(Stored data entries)

* * *

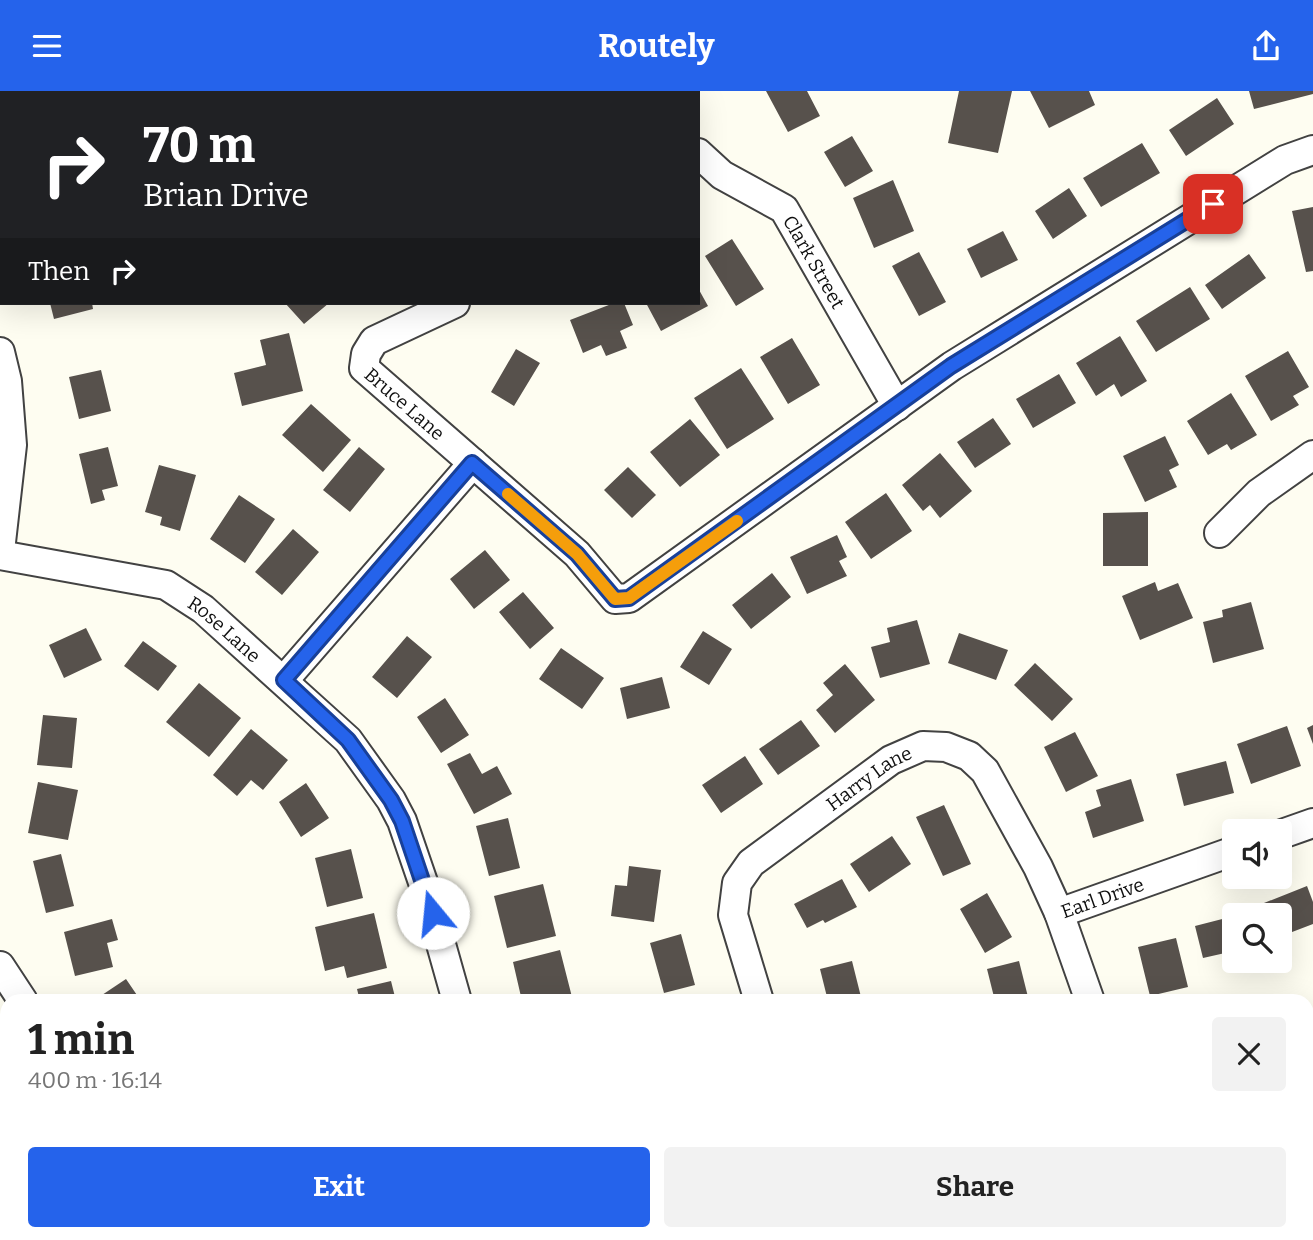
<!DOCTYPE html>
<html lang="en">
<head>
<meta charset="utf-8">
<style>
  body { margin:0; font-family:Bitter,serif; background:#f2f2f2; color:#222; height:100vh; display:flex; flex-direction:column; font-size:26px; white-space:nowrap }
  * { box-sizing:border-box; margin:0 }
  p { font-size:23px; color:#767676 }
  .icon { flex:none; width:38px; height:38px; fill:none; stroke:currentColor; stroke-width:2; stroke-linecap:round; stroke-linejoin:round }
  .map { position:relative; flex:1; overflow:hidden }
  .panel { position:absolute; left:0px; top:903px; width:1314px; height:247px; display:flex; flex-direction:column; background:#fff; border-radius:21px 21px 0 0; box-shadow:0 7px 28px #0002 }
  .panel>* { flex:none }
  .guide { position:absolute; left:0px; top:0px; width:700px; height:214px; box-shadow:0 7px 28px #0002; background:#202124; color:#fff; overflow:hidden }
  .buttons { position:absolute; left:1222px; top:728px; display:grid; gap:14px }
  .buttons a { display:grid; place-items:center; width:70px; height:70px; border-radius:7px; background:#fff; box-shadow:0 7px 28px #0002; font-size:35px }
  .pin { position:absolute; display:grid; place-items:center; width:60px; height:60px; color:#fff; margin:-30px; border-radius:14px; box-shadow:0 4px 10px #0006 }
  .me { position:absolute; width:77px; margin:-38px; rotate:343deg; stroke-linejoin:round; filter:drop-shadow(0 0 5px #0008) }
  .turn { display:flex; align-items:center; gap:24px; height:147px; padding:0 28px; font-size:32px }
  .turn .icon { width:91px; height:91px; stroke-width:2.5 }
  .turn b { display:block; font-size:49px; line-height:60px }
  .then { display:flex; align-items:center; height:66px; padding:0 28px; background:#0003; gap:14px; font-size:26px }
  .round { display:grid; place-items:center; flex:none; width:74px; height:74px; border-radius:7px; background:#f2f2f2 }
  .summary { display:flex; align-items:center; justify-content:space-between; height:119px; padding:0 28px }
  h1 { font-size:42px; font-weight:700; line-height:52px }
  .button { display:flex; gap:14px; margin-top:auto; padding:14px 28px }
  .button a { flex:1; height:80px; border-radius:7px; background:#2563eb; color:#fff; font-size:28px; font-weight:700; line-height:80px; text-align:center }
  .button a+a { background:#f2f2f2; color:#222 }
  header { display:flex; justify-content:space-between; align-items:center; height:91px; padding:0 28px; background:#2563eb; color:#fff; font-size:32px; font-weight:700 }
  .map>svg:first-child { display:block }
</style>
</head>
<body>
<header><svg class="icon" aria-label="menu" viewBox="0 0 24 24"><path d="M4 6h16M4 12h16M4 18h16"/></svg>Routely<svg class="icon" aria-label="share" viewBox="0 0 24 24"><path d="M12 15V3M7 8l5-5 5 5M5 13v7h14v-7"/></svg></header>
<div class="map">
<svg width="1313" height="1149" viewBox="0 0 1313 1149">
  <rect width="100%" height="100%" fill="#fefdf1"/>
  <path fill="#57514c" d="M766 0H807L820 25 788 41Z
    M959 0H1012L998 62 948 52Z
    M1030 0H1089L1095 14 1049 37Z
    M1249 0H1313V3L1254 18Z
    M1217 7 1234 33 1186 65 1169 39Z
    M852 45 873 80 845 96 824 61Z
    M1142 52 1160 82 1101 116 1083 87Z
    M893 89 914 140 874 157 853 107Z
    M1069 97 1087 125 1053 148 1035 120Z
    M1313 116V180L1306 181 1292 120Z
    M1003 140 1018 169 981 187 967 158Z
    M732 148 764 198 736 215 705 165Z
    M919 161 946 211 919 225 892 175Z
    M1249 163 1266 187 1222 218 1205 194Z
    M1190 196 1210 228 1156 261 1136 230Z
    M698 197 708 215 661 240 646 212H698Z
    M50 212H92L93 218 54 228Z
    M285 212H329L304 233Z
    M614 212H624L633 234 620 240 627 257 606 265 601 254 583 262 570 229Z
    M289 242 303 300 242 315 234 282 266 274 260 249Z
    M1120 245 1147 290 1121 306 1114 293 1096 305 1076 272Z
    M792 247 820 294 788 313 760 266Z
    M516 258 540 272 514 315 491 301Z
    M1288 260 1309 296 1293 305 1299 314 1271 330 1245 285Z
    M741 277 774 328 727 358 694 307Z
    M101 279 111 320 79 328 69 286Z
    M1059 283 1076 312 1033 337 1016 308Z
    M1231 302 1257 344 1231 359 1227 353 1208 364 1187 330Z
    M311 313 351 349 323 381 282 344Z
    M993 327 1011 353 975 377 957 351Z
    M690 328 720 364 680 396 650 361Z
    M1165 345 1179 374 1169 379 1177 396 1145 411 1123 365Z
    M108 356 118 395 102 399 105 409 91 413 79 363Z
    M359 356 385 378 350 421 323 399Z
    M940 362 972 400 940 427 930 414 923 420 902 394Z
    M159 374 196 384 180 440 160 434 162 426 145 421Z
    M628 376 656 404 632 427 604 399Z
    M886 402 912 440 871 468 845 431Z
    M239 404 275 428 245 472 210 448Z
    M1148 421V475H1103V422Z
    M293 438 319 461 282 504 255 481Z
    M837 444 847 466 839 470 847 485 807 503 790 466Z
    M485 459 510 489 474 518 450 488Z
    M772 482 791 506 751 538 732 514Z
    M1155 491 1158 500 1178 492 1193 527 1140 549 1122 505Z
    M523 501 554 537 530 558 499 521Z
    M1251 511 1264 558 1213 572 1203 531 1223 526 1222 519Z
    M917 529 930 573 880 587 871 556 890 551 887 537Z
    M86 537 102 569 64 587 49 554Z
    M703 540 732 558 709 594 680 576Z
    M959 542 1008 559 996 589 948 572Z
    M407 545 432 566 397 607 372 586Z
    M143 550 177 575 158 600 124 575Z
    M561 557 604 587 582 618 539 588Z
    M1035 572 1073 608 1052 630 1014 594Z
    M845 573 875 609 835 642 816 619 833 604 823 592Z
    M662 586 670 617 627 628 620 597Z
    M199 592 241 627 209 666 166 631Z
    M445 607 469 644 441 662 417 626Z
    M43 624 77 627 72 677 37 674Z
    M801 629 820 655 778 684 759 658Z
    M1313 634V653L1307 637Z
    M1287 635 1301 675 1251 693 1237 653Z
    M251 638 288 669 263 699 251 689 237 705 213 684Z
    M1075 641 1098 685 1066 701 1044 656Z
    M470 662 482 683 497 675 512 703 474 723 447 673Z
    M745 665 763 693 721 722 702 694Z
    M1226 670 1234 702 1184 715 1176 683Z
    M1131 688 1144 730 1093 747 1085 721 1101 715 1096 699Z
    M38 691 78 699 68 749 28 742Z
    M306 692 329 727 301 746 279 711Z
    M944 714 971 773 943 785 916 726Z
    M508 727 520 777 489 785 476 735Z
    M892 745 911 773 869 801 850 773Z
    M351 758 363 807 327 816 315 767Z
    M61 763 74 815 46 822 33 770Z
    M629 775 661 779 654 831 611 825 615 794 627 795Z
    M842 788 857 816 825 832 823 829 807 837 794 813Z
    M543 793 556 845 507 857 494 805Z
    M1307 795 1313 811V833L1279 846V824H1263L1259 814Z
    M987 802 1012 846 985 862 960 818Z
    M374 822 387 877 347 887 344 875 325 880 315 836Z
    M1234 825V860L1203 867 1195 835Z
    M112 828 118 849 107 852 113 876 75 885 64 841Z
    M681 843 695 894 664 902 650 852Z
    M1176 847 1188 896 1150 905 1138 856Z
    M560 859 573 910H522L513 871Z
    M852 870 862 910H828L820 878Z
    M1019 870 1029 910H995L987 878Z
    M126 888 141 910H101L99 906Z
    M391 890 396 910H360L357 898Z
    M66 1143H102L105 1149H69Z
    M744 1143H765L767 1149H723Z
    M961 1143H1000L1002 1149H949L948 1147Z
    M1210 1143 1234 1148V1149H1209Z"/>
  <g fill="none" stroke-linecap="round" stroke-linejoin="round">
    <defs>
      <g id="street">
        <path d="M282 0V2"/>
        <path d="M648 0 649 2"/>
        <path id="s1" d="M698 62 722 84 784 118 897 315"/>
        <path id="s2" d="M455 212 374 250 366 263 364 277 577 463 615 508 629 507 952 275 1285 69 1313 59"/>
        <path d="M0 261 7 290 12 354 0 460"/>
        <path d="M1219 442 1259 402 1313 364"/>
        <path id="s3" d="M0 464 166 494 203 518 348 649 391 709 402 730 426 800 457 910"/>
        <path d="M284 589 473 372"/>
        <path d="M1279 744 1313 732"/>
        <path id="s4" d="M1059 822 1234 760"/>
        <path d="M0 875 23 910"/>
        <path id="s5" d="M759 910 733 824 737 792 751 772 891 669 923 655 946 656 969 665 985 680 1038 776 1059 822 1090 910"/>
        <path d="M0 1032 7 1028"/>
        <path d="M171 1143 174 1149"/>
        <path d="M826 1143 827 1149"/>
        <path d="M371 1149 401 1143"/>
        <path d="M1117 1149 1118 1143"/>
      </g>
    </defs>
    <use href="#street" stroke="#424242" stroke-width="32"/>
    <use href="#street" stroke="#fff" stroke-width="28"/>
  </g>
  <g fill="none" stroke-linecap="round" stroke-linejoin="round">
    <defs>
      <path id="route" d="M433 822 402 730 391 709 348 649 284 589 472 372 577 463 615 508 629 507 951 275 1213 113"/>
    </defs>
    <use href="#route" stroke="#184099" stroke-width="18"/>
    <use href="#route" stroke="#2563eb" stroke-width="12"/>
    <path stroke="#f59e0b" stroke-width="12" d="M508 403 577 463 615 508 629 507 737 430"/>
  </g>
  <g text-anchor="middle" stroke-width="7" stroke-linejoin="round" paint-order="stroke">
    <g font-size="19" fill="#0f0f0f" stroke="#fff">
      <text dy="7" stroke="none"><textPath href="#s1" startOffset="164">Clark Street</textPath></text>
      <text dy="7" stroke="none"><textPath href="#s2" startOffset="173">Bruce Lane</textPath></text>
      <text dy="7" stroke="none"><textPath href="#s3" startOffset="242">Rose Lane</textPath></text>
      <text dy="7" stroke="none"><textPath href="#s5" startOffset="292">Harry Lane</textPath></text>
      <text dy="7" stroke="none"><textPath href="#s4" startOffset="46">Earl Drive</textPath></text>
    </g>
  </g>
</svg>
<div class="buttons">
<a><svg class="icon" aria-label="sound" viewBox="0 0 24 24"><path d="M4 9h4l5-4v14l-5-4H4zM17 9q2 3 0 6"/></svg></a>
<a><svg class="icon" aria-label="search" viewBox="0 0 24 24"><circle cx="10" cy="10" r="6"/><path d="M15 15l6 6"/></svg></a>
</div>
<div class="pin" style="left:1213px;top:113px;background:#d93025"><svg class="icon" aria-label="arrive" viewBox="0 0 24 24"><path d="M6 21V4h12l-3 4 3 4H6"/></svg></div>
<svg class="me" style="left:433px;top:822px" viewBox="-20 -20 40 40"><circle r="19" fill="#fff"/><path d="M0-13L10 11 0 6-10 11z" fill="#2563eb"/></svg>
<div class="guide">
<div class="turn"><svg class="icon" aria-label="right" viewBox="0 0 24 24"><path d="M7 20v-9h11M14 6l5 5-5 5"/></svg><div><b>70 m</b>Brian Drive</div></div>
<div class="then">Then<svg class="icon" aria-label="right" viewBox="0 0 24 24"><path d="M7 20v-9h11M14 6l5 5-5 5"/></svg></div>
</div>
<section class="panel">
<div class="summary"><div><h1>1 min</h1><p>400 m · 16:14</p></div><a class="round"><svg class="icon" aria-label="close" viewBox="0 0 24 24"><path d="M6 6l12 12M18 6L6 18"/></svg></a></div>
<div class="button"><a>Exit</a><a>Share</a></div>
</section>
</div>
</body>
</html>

* * *

In the data above, how many lines include the word "buttons"? Answer with the number only.

◆ Task output
3